== What you are asked to do ==
From the first line to the last, please print the entries exactly, omitting pictures.

Records contained in a dataset
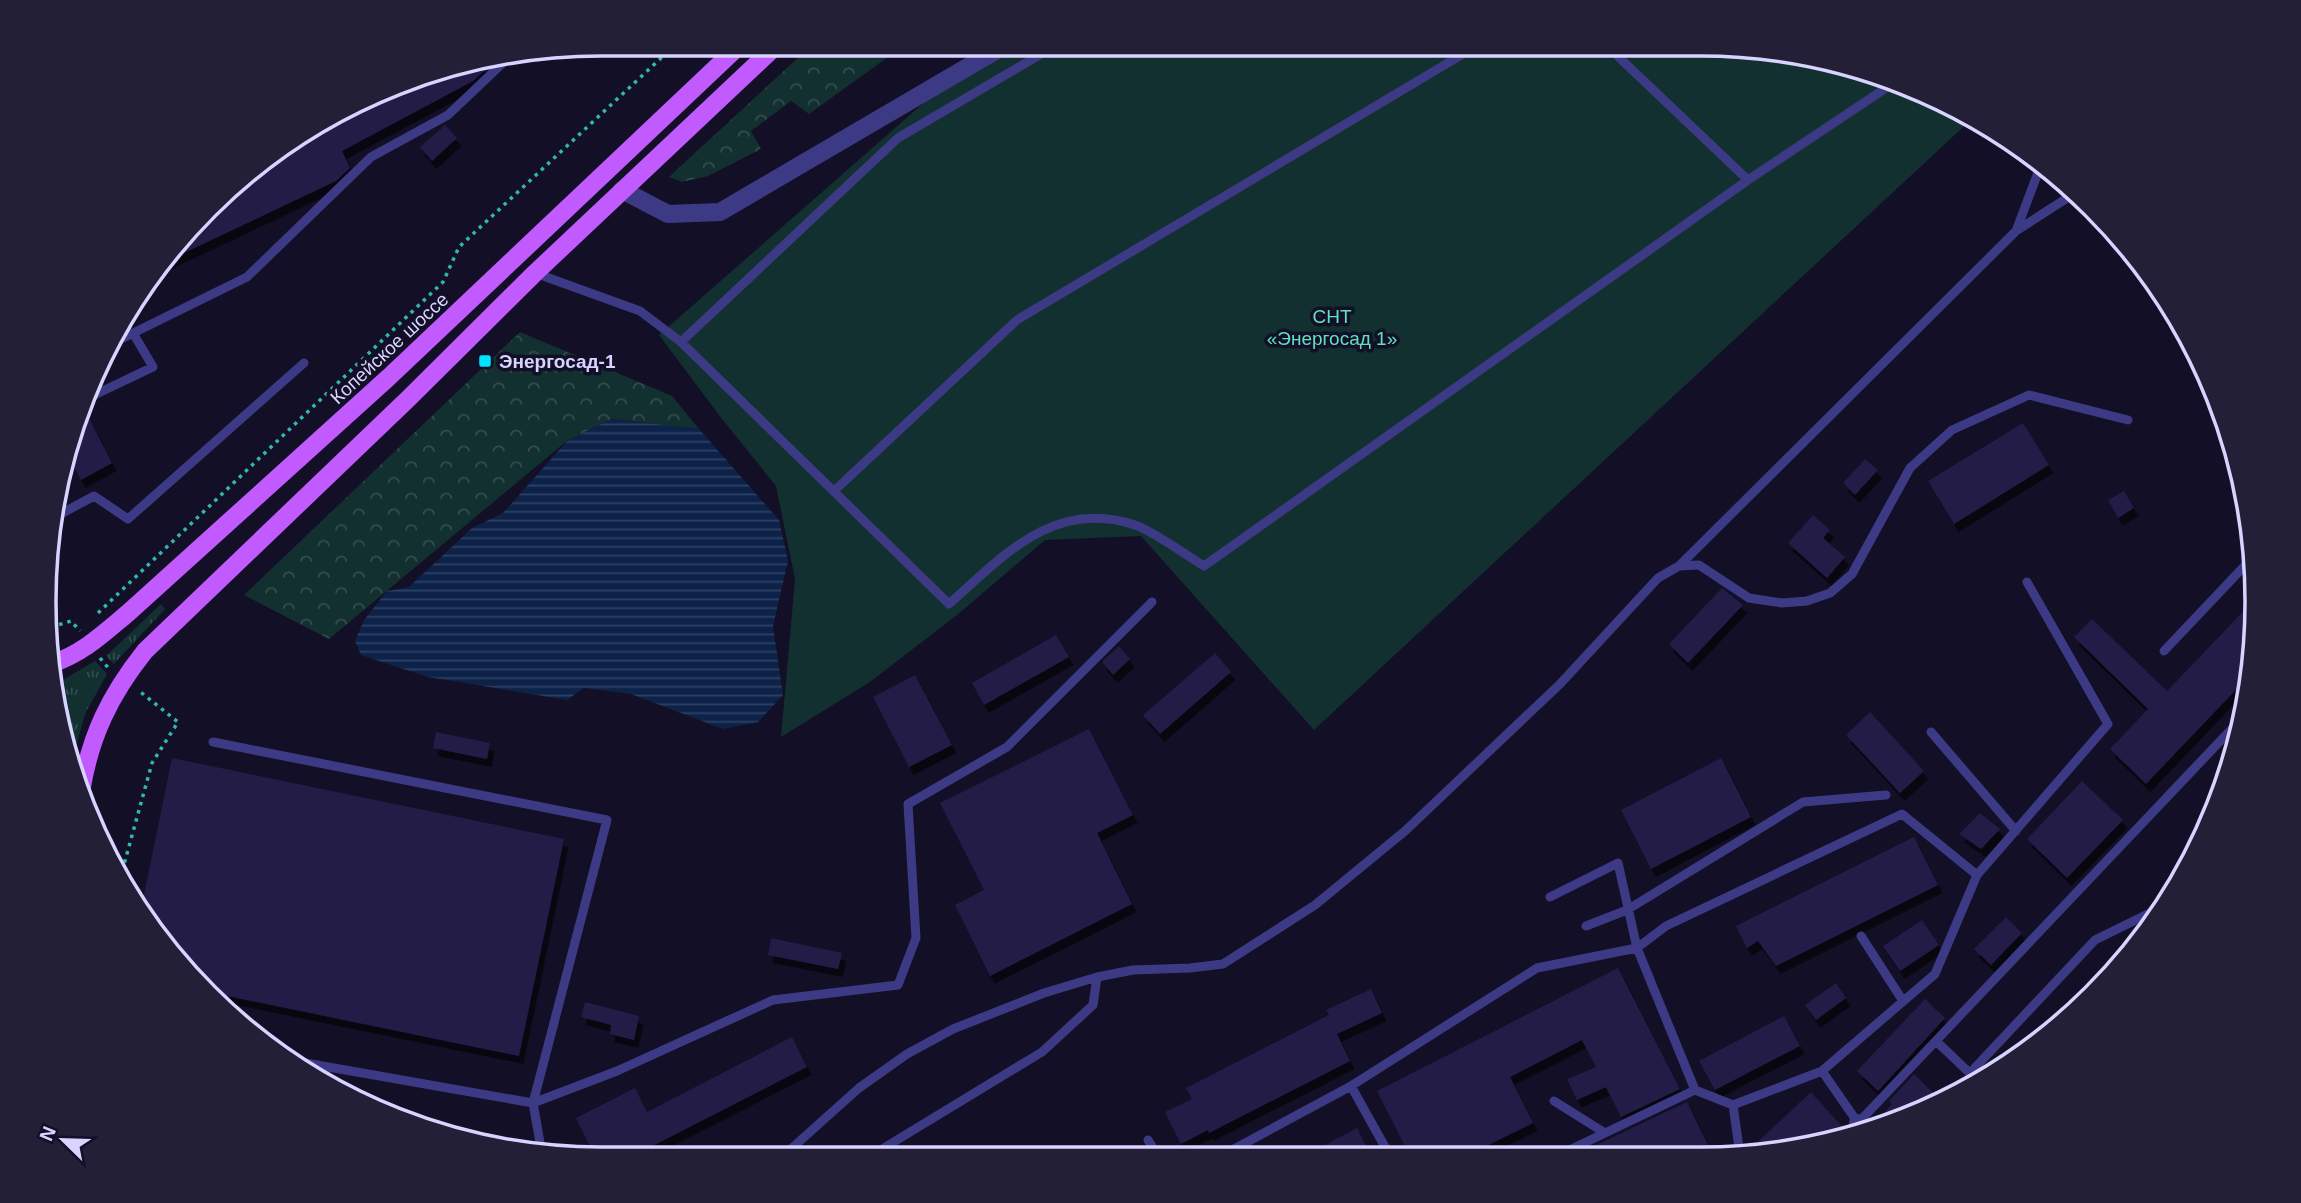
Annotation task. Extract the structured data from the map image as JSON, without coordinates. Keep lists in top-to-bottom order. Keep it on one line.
{"streets":{"main road":["Копейское шоссе"]},"parks":["СНТ «Энергосад 1»"],"places":{"transit":["Энергосад-1"]},"north":"top left"}
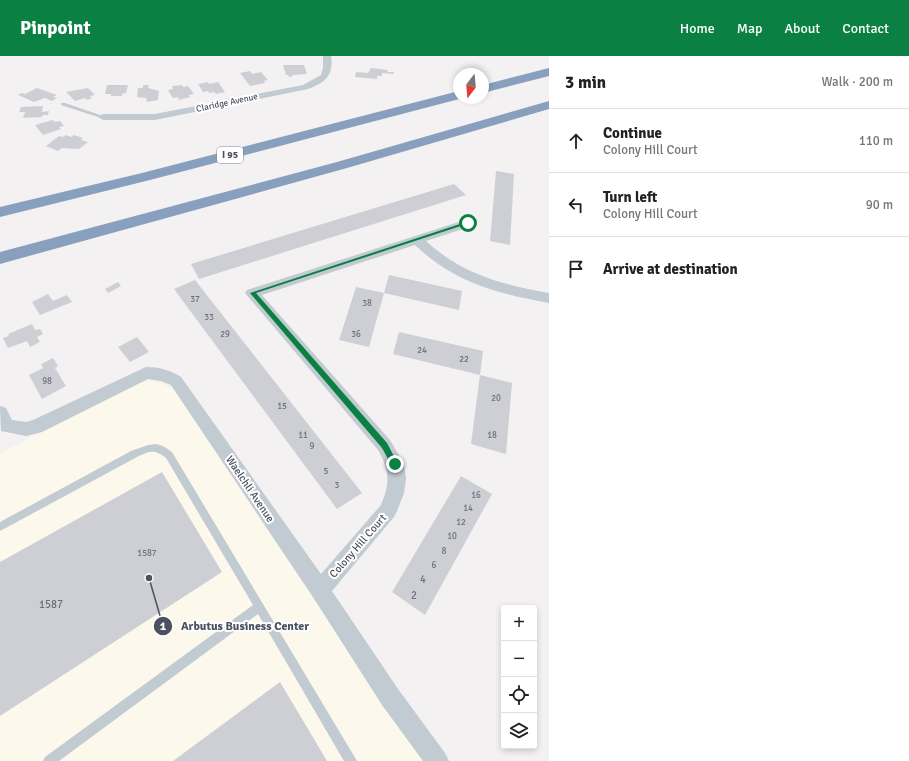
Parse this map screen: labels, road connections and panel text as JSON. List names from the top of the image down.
{
  "streets": {
    "highway": ["I 95"],
    "street": ["Claridge Avenue", "Waelchli Avenue", "Colony Hill Court"]
  },
  "crossings": [
    ["Waelchli Avenue", "Colony Hill Court"]
  ],
  "places": ["Arbutus Business Center"],
  "house_numbers": [
    "37",
    "38",
    "33",
    "29",
    "36",
    "24",
    "22",
    "98",
    "20",
    "15",
    "11",
    "18",
    "9",
    "5",
    "3",
    "16",
    "14",
    "12",
    "10",
    "8",
    "1587",
    "6",
    "4",
    "2",
    "1587"
  ],
  "north": "bottom",
  "page": {
    "header": "Pinpoint",
    "nav": [
      "Home",
      "Map",
      "About",
      "Contact"
    ],
    "heading": ["3 min", "Walk · 200 m"],
    "list": [
      ["Continue", "Colony Hill Court", "110 m"],
      ["Turn left", "Colony Hill Court", "90 m"],
      "Arrive at destination"
    ],
    "map_buttons": ["+", "−"]
  }
}
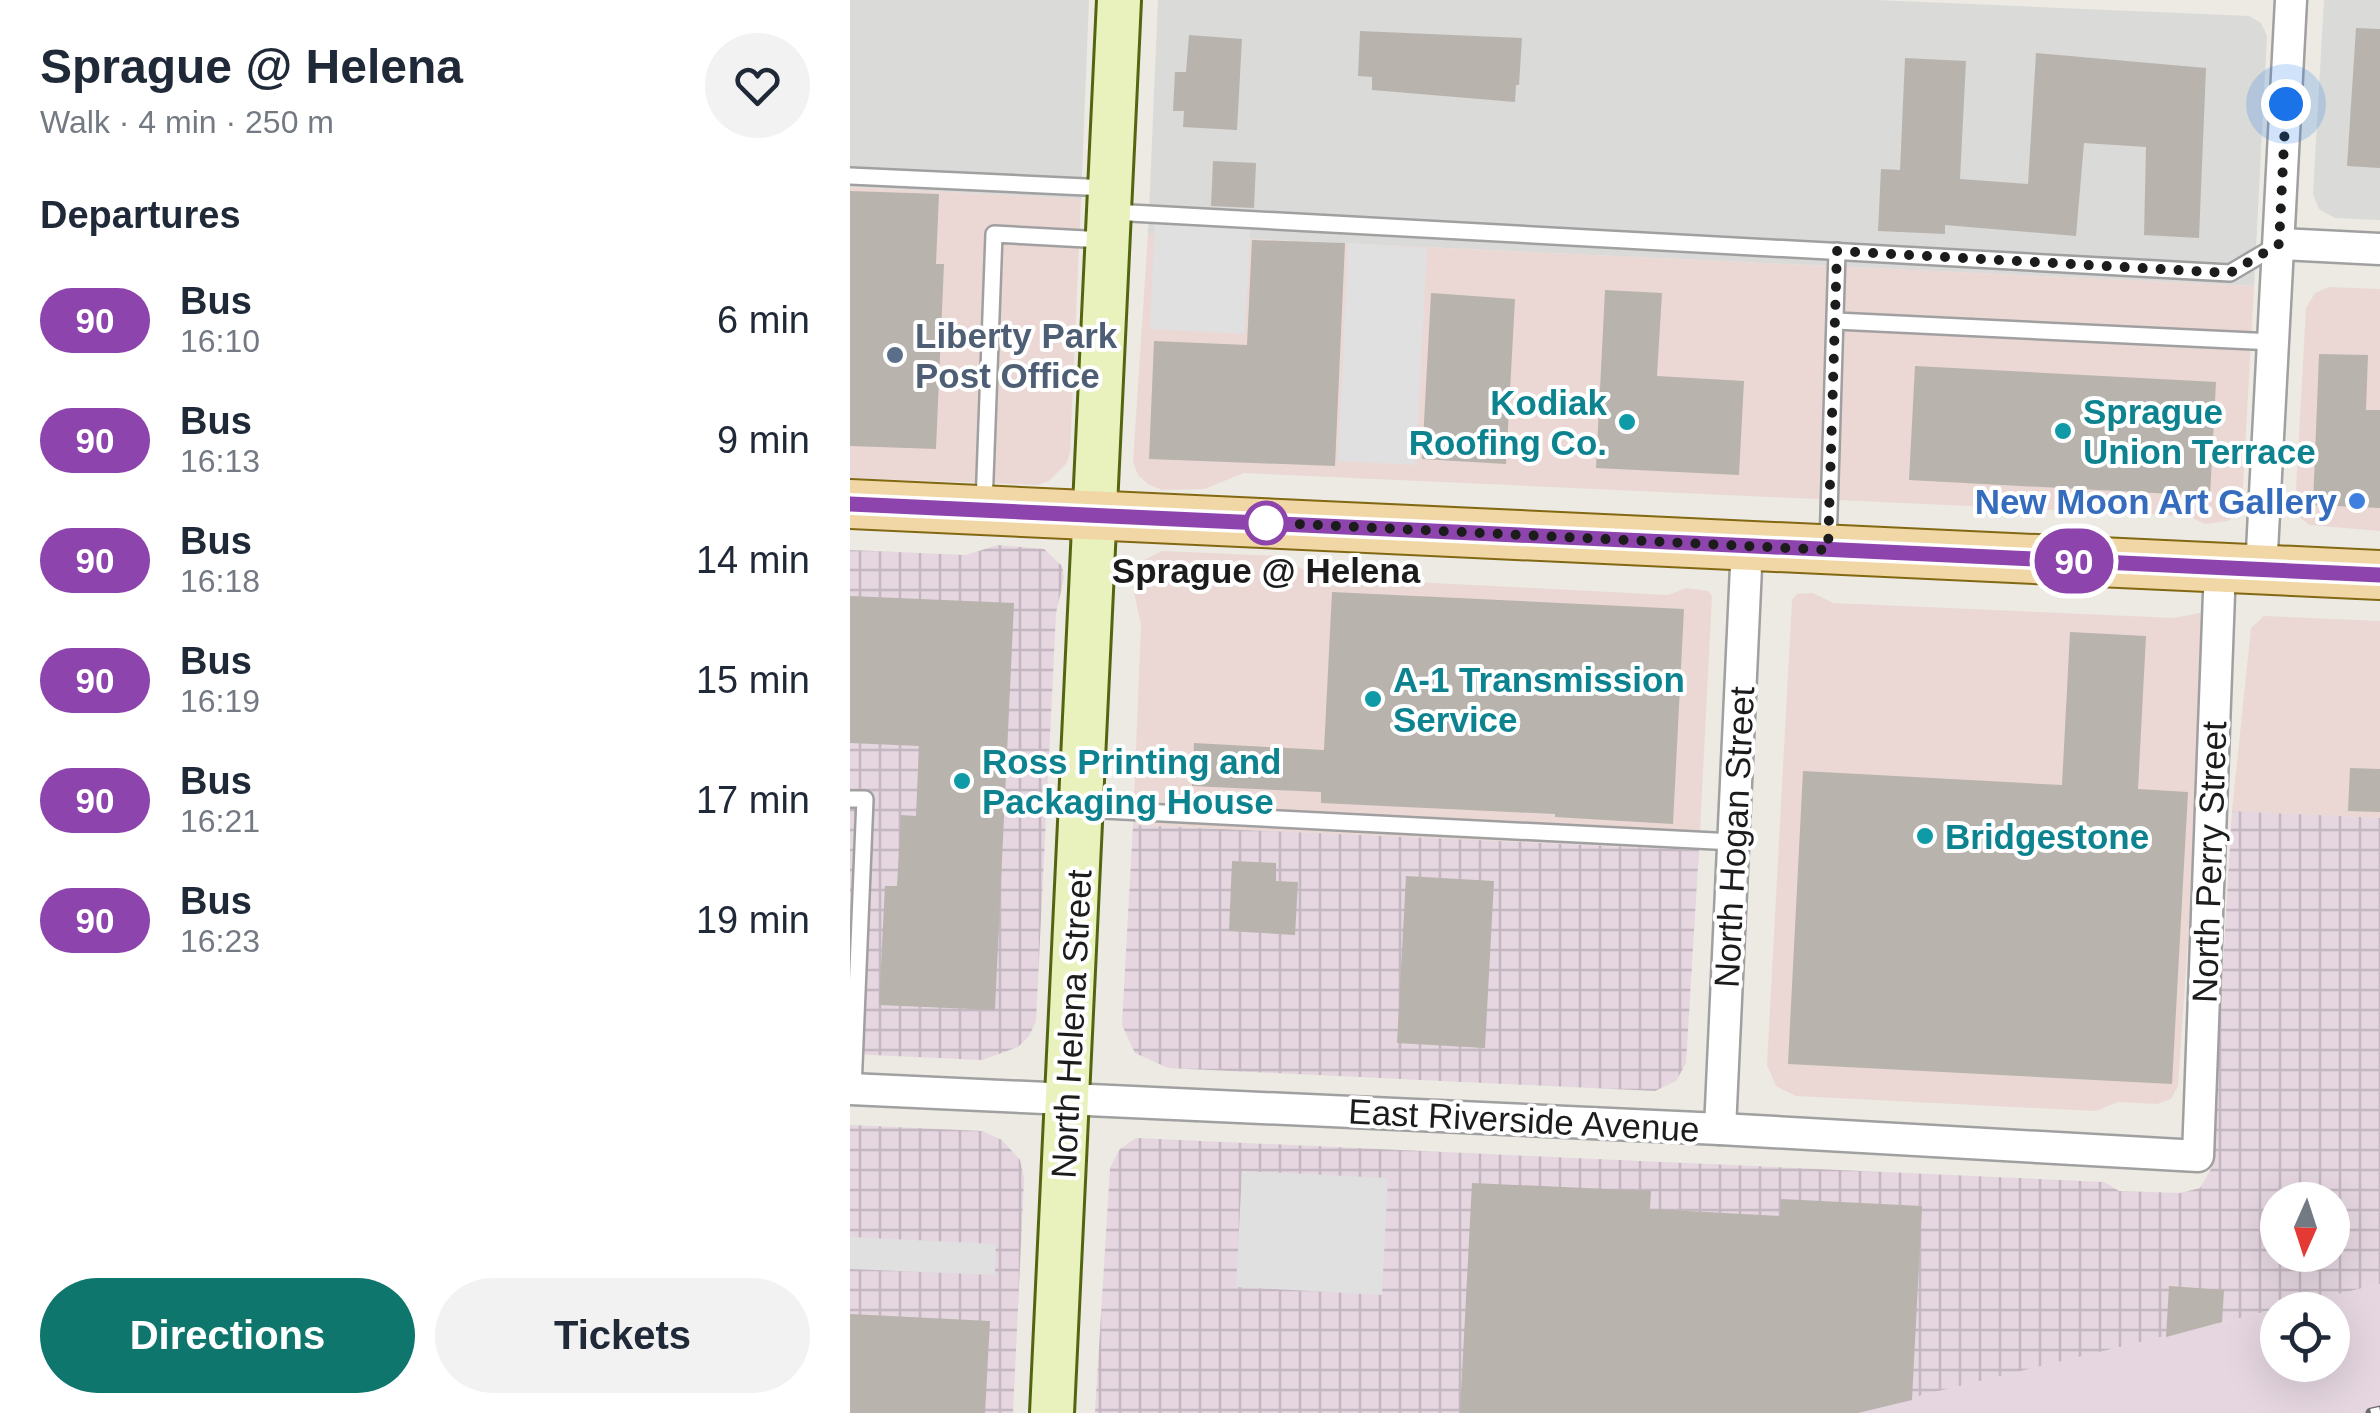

== Result of the exercise ==
Annotation task. Extract the structured data from the map image as JSON, without coordinates. Keep lists in top-to-bottom order. Keep it on one line.
{"streets":{"main road":["Копейское шоссе"]},"parks":["СНТ «Энергосад 1»"],"places":{"transit":["Энергосад-1"]},"north":"top left"}
Parse this map screen: labels, road connections and panel text as JSON. List names from the top of the image down.
{
  "streets": {
    "highway": ["I 95"],
    "street": ["Claridge Avenue", "Waelchli Avenue", "Colony Hill Court"]
  },
  "crossings": [
    ["Waelchli Avenue", "Colony Hill Court"]
  ],
  "places": ["Arbutus Business Center"],
  "house_numbers": [
    "37",
    "38",
    "33",
    "29",
    "36",
    "24",
    "22",
    "98",
    "20",
    "15",
    "11",
    "18",
    "9",
    "5",
    "3",
    "16",
    "14",
    "12",
    "10",
    "8",
    "1587",
    "6",
    "4",
    "2",
    "1587"
  ],
  "north": "bottom",
  "page": {
    "header": "Pinpoint",
    "nav": [
      "Home",
      "Map",
      "About",
      "Contact"
    ],
    "heading": ["3 min", "Walk · 200 m"],
    "list": [
      ["Continue", "Colony Hill Court", "110 m"],
      ["Turn left", "Colony Hill Court", "90 m"],
      "Arrive at destination"
    ],
    "map_buttons": ["+", "−"]
  }
}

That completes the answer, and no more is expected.